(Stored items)
-------------------------
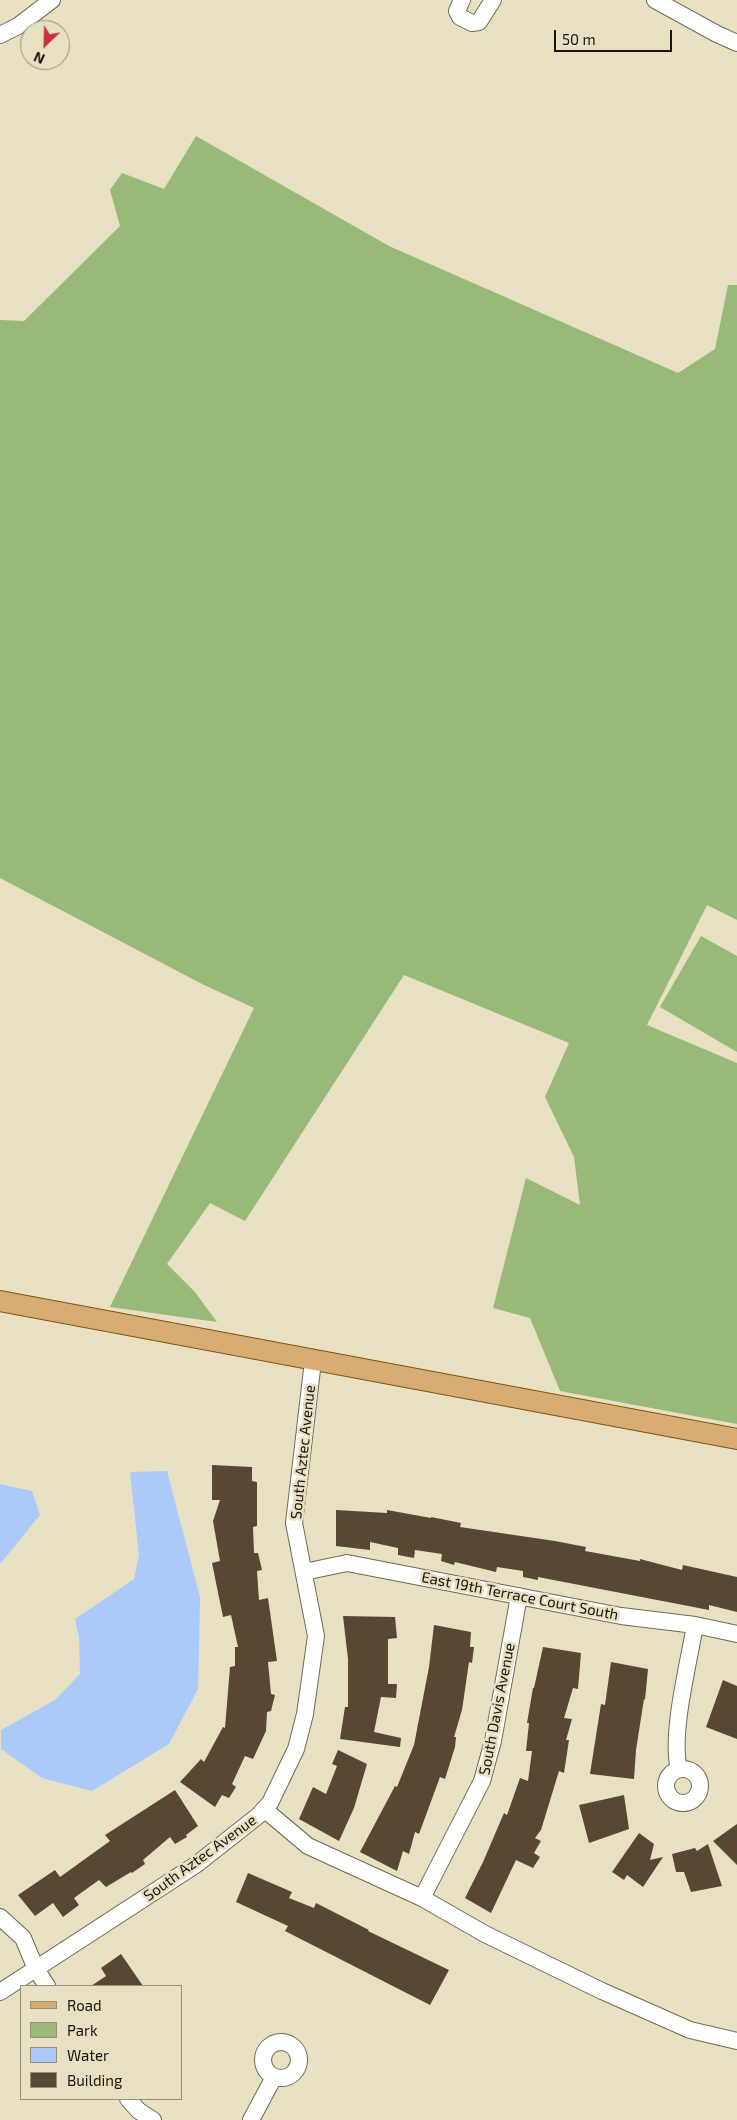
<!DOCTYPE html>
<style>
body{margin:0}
#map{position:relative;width:737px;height:2120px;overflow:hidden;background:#e7e0c2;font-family:"Exo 2",sans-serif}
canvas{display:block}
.legend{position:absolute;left:20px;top:1985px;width:162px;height:115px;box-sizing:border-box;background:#e7e0c2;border:1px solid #948f78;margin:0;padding:6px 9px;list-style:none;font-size:15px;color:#17150a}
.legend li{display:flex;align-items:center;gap:10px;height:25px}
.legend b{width:25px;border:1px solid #948f78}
.north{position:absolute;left:20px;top:20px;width:50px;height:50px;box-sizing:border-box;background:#e7e0c2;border:1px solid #948f78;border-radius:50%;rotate:204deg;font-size:14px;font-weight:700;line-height:20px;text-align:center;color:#17150a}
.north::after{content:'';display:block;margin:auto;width:18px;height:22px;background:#c4343c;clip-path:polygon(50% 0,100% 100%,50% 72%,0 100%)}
.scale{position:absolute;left:554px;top:30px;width:118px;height:22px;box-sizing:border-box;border:2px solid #17150a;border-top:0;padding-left:6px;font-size:15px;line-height:18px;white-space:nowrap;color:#17150a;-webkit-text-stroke:4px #e7e0c2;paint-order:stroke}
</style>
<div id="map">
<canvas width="737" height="2120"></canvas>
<ul class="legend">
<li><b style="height:6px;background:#d7ac72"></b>Road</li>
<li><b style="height:14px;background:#98b978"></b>Park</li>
<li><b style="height:14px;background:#abcafa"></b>Water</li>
<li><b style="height:14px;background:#584833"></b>Building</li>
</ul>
<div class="north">N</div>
<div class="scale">50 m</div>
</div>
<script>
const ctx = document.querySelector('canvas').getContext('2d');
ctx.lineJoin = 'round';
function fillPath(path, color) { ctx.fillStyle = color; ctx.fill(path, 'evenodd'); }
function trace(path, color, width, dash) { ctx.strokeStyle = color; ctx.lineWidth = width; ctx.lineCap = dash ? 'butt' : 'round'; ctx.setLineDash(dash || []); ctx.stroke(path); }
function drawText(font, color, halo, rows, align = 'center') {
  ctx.font = font + ' "Exo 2",sans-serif'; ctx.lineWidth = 5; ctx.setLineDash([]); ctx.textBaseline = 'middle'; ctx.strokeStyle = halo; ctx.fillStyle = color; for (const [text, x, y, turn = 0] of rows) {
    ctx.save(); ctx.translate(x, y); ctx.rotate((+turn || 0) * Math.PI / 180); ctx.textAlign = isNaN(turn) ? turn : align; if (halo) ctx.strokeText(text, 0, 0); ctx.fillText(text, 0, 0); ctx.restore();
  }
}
fillPath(new Path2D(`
 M 196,136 L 389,246 L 678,373 L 715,349 L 728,285 L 737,285 L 737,920 L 707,905 L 647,1025 L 737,1063 L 737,1424 L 560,1391 L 530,1318 L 493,1308 L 526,1178 L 580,1205 L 574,1157 L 545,1097 L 569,1043 L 404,975 L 245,1221 L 210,1203 L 167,1264 L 195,1292 L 217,1322 L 110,1307 L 254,1008 L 202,984 L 0,878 L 0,320 L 24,321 L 120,226 L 110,190 L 122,173 L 164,189 Z
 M 701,936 L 737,956 L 737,1052 L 660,1007 Z`), '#98b978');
fillPath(new Path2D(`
 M 167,1471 L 200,1597 L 198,1689 L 169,1744 L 92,1791 L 42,1778 L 1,1749 L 1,1730 L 55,1700 L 80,1674 L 79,1638 L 75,1619 L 134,1579 L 139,1555 L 130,1472 Z
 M 0,1484 L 32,1491 L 40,1515 L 0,1564 Z`), '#abcafa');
fillPath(new Path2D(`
 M 212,1465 L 252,1467 L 252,1481 L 257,1482 L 257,1526 L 253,1527 L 254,1553 L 258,1553 L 262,1570 L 257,1571 L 259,1600 L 268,1598 L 277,1661 L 268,1662 L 271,1694 L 275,1695 L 271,1711 L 267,1712 L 266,1731 L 253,1759 L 245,1756 L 232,1784 L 236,1787 L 229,1798 L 222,1795 L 215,1807 L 180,1782 L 201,1759 L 204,1762 L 223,1727 L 225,1728 L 230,1667 L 235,1666 L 235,1647 L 238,1647 L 231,1615 L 223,1617 L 212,1563 L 220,1561 L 213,1521 L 220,1500 L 212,1500 Z
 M 336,1510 L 387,1513 L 387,1510 L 431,1518 L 431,1517 L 461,1523 L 460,1527 L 555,1541 L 586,1547 L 585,1551 L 640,1561 L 640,1559 L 682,1570 L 683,1565 L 737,1577 L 737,1612 L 709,1605 L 709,1610 L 538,1577 L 538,1580 L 523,1577 L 523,1571 L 497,1567 L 496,1572 L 455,1562 L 454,1565 L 441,1561 L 442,1554 L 415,1550 L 414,1558 L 398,1555 L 398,1548 L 370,1542 L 370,1550 L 336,1546 Z
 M 343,1616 L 395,1617 L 397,1638 L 388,1639 L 388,1684 L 397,1684 L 396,1698 L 381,1697 L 374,1732 L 401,1738 L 400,1747 L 340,1739 L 345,1707 L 348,1707 L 348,1659 Z
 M 434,1625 L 471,1632 L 470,1647 L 474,1647 L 472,1663 L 469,1662 L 462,1710 L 454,1737 L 456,1737 L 455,1747 L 445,1779 L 440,1777 L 419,1834 L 415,1832 L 409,1854 L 403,1851 L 397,1871 L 360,1852 L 395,1786 L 397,1787 L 414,1745 L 429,1667 Z
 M 543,1647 L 581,1653 L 578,1689 L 573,1688 L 564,1718 L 572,1719 L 566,1740 L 569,1740 L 564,1773 L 559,1771 L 541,1830 L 535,1838 L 541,1841 L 534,1853 L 540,1857 L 533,1868 L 516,1860 L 491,1913 L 465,1898 L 483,1862 L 504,1813 L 507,1815 L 520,1778 L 528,1781 L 532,1751 L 526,1751 L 529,1723 L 527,1723 L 533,1688 L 534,1688 Z
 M 611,1662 L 648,1669 L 645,1700 L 644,1699 L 636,1750 L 634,1779 L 590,1774 L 601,1704 L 605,1705 Z
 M 723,1680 L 737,1686 L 737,1739 L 706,1727 Z
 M 338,1750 L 367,1764 L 354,1808 L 339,1841 L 299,1819 L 313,1787 L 326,1794 L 337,1766 L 332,1764 Z
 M 175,1790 L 198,1826 L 186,1835 L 187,1837 L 175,1844 L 170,1837 L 143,1860 L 145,1864 L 132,1873 L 131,1872 L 106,1887 L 99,1880 L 74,1898 L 79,1905 L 63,1917 L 53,1903 L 35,1916 L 18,1895 L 55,1870 L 60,1877 L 110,1841 L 105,1835 Z
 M 624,1795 L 629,1829 L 589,1843 L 579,1805 Z
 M 737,1824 L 737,1865 L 713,1841 Z
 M 639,1833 L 654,1844 L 650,1860 L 663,1857 L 643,1887 L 627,1875 L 624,1880 L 612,1872 Z
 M 708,1844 L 722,1886 L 691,1892 L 684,1872 L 676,1872 L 672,1854 L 695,1848 L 697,1851 Z
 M 248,1873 L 292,1892 L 289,1898 L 314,1908 L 316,1903 L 369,1930 L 368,1931 L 449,1970 L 430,2005 L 285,1931 L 288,1926 L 236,1902 Z
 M 121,1954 L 143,1986 L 91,1986 L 106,1976 L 101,1968 Z`), '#584833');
const minor = new Path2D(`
 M 462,0 L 457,11 L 460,17 L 472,23 L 479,22 L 493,0
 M 655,0 L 717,34 L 737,43
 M 0,35 L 18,26 L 52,0
 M 304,1572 L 347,1563 L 621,1616 L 695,1625 L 737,1634
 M666 1786a17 17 0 1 1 34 0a17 17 0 1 1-34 0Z
 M 679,1769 C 670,1734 689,1662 695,1625
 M 264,1809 L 308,1846 L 422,1898 L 485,1934 L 602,1991 L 690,2030 L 737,2041
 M 422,1898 L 482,1781 L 493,1741 L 519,1596
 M 0,1917 L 23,1938 L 36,1969 L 47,1986
 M 0,1992 L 197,1864 L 259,1815 L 270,1803 L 296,1749 L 305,1714 L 316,1636 L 294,1523 L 313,1361
 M263 2060a18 18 0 1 1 36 0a18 18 0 1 1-36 0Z
 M 128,2099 L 139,2111 L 153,2120
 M 251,2120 L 274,2077`);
const major = new Path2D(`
 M 0,1301 L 737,1439`);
trace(minor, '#716a50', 18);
trace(major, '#825310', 22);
trace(minor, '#fff', 16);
trace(major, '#d7ac72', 20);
drawText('15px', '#17150a', '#e7e0c2', [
 ["South Aztec Avenue",303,1452,-84],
 ["East 19th Terrace Court South",520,1596,11],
 ["South Davis Avenue",497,1709,-79],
 ["South Aztec Avenue",200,1858,-36]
]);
</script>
-------------------------
PROBLEM DETAILS
If a line in the entries above contains the word "rows", copy it.

SOLUTION FOR THIS EXERCISE
function drawText(font, color, halo, rows, align = 'center') {
  ctx.font = font + ' "Exo 2",sans-serif'; ctx.lineWidth = 5; ctx.setLineDash([]); ctx.textBaseline = 'middle'; ctx.strokeStyle = halo; ctx.fillStyle = color; for (const [text, x, y, turn = 0] of rows) {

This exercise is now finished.